Power Ranking Every NFL Coach by Job Security
By mid-December last season, three NFL teams—the Kansas City Chiefs, Jacksonville Jaguars and Miami Dolphins—had fired their head coaches. Week 14 of the 2012 NFL season is already under way, and not one NFL head coach has been let go.
While weekly speculation continues to build around multiple organizations, the fact that not one team has used the hook on a coach is surprising. There is a growing sense that at least six head-coaching positions could be open heading into the 2013 season.
There is a good possibility one or more of the men on this list will be fired before the season is completed. More will be let go on “Black Monday” after Week 17.
Turnover happens quickly in the NFL head-coaching ranks. Only six current head coaches have Super Bowl rings.
Some of these coaches will soon be looking for employment.

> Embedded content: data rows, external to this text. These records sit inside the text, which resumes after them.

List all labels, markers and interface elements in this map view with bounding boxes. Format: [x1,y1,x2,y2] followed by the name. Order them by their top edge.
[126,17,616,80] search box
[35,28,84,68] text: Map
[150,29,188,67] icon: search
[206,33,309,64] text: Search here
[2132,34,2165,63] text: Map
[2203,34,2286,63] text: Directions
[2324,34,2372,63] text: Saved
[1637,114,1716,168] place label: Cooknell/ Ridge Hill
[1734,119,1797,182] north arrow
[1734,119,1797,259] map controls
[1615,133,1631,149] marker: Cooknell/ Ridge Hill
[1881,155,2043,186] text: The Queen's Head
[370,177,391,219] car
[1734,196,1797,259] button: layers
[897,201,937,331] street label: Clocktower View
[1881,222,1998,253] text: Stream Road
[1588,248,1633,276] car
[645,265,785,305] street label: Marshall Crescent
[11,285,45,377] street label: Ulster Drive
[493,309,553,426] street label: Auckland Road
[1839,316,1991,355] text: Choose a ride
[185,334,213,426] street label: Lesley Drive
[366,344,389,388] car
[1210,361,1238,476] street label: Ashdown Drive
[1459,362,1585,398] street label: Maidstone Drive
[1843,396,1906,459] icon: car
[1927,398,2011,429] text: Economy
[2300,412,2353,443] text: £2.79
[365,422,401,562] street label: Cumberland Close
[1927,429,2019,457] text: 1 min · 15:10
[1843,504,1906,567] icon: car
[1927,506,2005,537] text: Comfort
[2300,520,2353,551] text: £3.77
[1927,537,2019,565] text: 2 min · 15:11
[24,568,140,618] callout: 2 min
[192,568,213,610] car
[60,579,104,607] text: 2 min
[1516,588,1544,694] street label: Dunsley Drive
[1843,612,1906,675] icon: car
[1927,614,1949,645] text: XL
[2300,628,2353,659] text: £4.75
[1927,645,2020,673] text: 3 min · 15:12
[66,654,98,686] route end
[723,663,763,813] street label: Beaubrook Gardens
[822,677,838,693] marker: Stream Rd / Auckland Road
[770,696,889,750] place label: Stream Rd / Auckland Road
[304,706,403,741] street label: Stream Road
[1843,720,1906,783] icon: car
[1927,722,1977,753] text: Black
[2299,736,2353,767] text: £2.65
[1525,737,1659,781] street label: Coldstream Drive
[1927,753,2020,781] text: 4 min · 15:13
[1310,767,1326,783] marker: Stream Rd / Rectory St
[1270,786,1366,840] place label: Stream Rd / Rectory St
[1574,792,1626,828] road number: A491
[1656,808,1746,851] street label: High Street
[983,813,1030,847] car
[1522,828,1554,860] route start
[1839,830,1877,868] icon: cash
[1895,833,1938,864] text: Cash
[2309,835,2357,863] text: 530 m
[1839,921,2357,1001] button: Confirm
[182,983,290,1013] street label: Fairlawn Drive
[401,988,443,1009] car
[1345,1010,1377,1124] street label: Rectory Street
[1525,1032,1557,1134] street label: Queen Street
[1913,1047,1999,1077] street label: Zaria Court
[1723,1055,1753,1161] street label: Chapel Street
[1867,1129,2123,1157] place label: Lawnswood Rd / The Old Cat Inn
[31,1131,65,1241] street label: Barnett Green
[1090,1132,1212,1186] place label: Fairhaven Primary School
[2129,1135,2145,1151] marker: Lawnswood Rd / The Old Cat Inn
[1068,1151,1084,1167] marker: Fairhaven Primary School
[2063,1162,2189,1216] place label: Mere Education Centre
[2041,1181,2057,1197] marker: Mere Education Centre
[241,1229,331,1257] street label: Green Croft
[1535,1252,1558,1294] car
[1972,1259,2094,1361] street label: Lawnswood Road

32. Andy Reid, Philadelphia Eagles
This season has been a train wreck for Andy Reid. The expectations were enormous. After leading the Eagles to five appearances in the NFC championship game, Reid was expected by many to lead this team to the Super Bowl.
Not only are the Eagles nowhere near the playoffs, but this team could finish with the worst record of any Reid-coached team. Injuries have played a part, but Reid, the longest-tenured coach with one team in the NFL, looks resigned to moving on.
Moves to fire assistant coaches have done nothing to improve a team that looks fragmented.
31. Norv Turner, San Diego Chargers
Norv Turner was on the hot seat the past two seasons after spoiling the Charger faithful by leading the team to three straight years in the playoffs. But the end is near for the three-time head coach. The Chargers have grossly underachieved and will almost certainly miss the playoffs for a third straight season.
Turner has been a head coach for the Redskins, Raiders and Chargers. In his 15 years as the lead decision-maker, Turner has only made the playoffs four times. Turner is known as an innovative play-caller but seems to have lost this team.
His days are numbered in San Diego.
30. Romeo Crennel, Kansas City Chiefs
There is no question about the character and leadership of Romeo Crennel from his players or coaching staff. The exemplary way he handled the situation with Jovan Belcher was beyond reproach.
Unfortunately, the NFL is a business, and tough decisions will be made about Crennel as a head coach.
In four seasons as a head coach in Cleveland, Crennel never made the playoffs. With the Chiefs, many pundits expected the team to compete for the AFC West title in 2012. Instead, the Chiefs are one of the worst teams in the NFL.
Crennel is a solid coach, as his Super Bowl rings won as an assistant attest. But a record of 28-51 as a head coach is hard to defend.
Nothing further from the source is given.